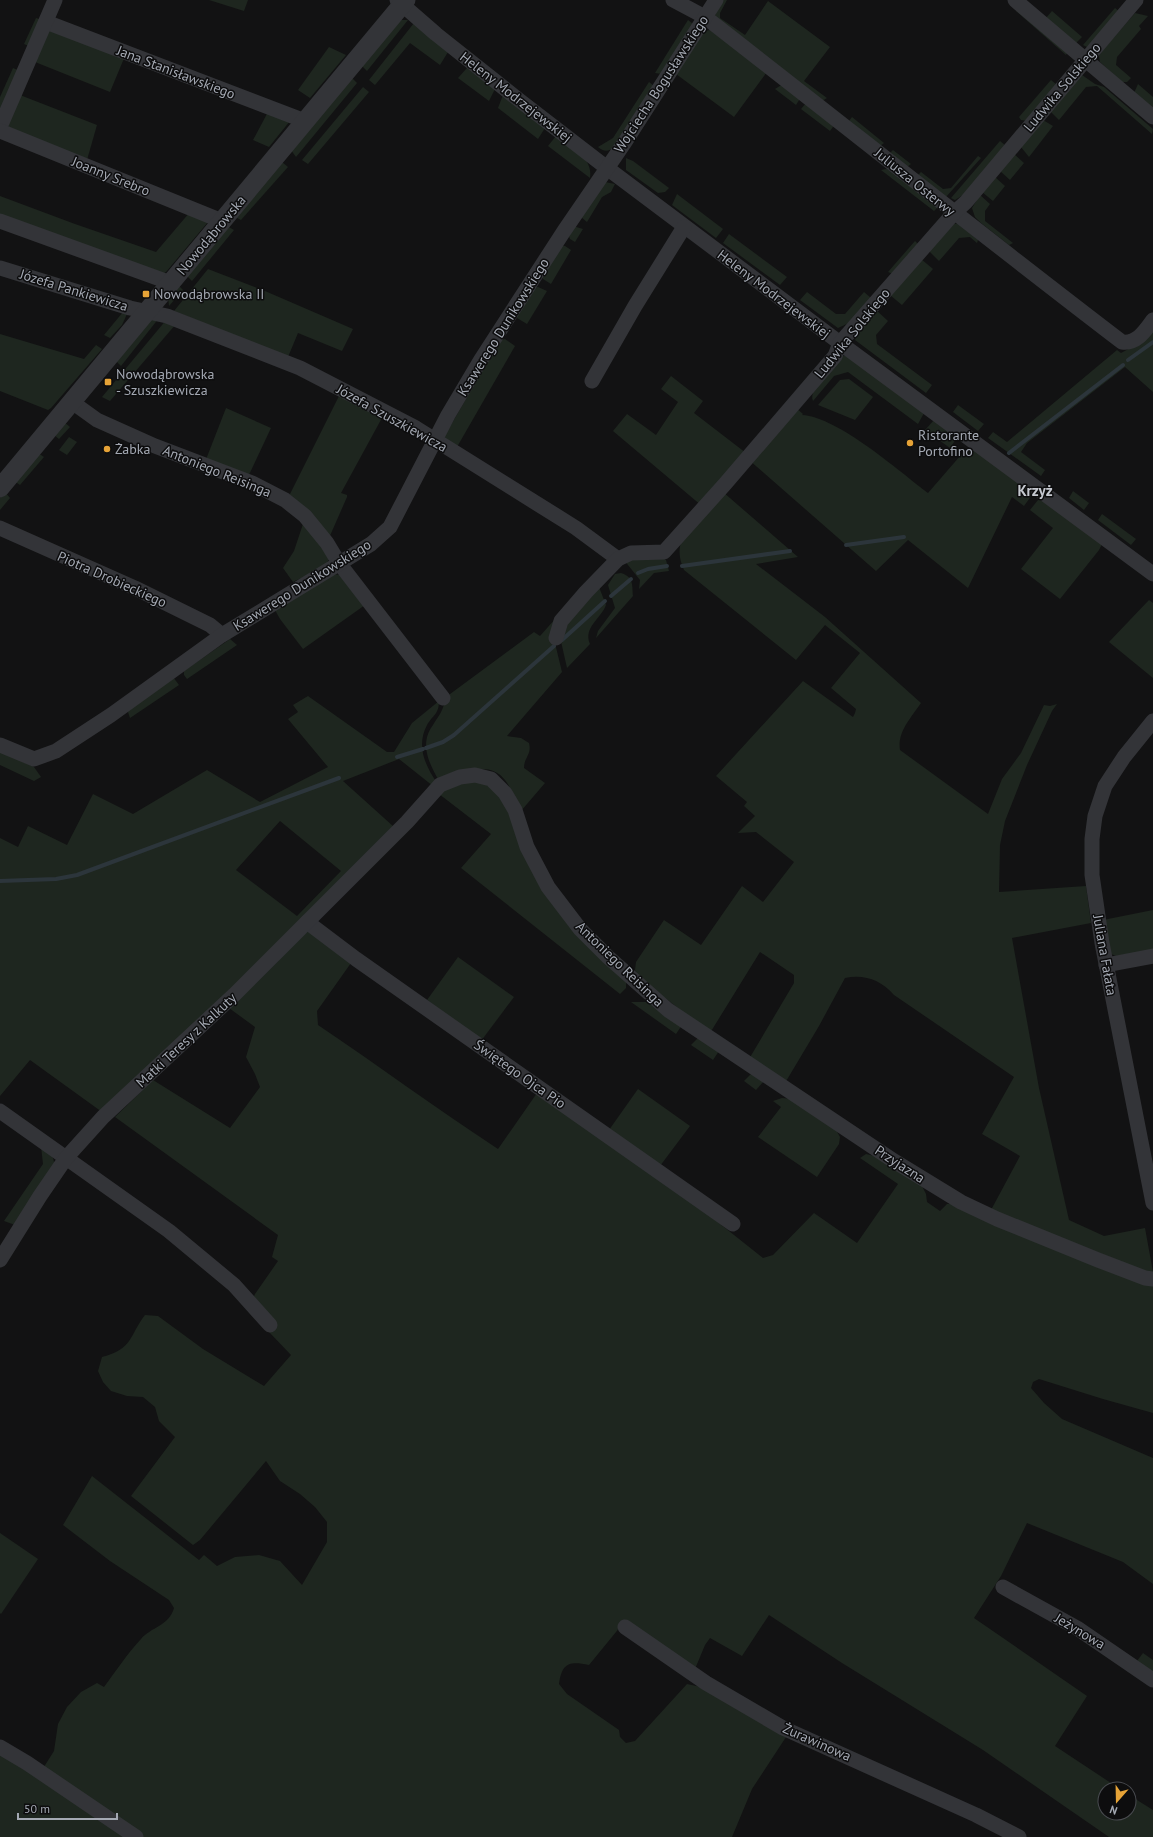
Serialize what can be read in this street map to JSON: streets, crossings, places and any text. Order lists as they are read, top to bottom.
{
  "streets": {
    "street": [
      "Jana Stanisławskiego",
      "Wojciecha Bogusławskiego",
      "Ludwika Solskiego",
      "Heleny Modrzejewskiej",
      "Joanny Srebro",
      "Juliusza Osterwy",
      "Nowodąbrowska",
      "Józefa Pankiewicza",
      "Ksawerego Dunikowskiego",
      "Józefa Szuszkiewicza",
      "Antoniego Reisinga",
      "Piotra Drobieckiego",
      "Juliana Fałata",
      "Matki Teresy z Kalkuty",
      "Świętego Ojca Pio",
      "Przyjazna",
      "Jeżynowa",
      "Żurawinowa"
    ]
  },
  "crossings": [
    ["Jana Stanisławskiego", "Nowodąbrowska"],
    ["Wojciecha Bogusławskiego", "Heleny Modrzejewskiej"],
    ["Wojciecha Bogusławskiego", "Juliusza Osterwy"],
    ["Wojciecha Bogusławskiego", "Ksawerego Dunikowskiego"],
    ["Ludwika Solskiego", "Heleny Modrzejewskiej"],
    ["Ludwika Solskiego", "Juliusza Osterwy"],
    ["Ludwika Solskiego", "Józefa Szuszkiewicza"],
    ["Heleny Modrzejewskiej", "Nowodąbrowska"],
    ["Heleny Modrzejewskiej", "Ksawerego Dunikowskiego"],
    ["Joanny Srebro", "Nowodąbrowska"],
    ["Nowodąbrowska", "Józefa Pankiewicza"],
    ["Nowodąbrowska", "Józefa Szuszkiewicza"],
    ["Nowodąbrowska", "Antoniego Reisinga"],
    ["Józefa Pankiewicza", "Józefa Szuszkiewicza"],
    ["Ksawerego Dunikowskiego", "Józefa Szuszkiewicza"],
    ["Ksawerego Dunikowskiego", "Antoniego Reisinga"],
    ["Ksawerego Dunikowskiego", "Piotra Drobieckiego"],
    ["Antoniego Reisinga", "Matki Teresy z Kalkuty"],
    ["Antoniego Reisinga", "Przyjazna"],
    ["Matki Teresy z Kalkuty", "Świętego Ojca Pio"]
  ],
  "districts": ["Krzyż"],
  "places": {
    "transit": ["Nowodąbrowska II", "Nowodąbrowska - Szuszkiewicza"],
    "other": ["Ristorante Portofino", "Żabka"]
  },
  "scale_bar": "50 m",
  "north": "bottom"
}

What the exercise asks:
Only lines with the word "streets" go in the answer. Take them all from the entries above.

Finished task:
Serialize what can be read in this street map to JSON: streets, crossings, places and any text. Order lists as they are read, top to bottom.
  "streets": {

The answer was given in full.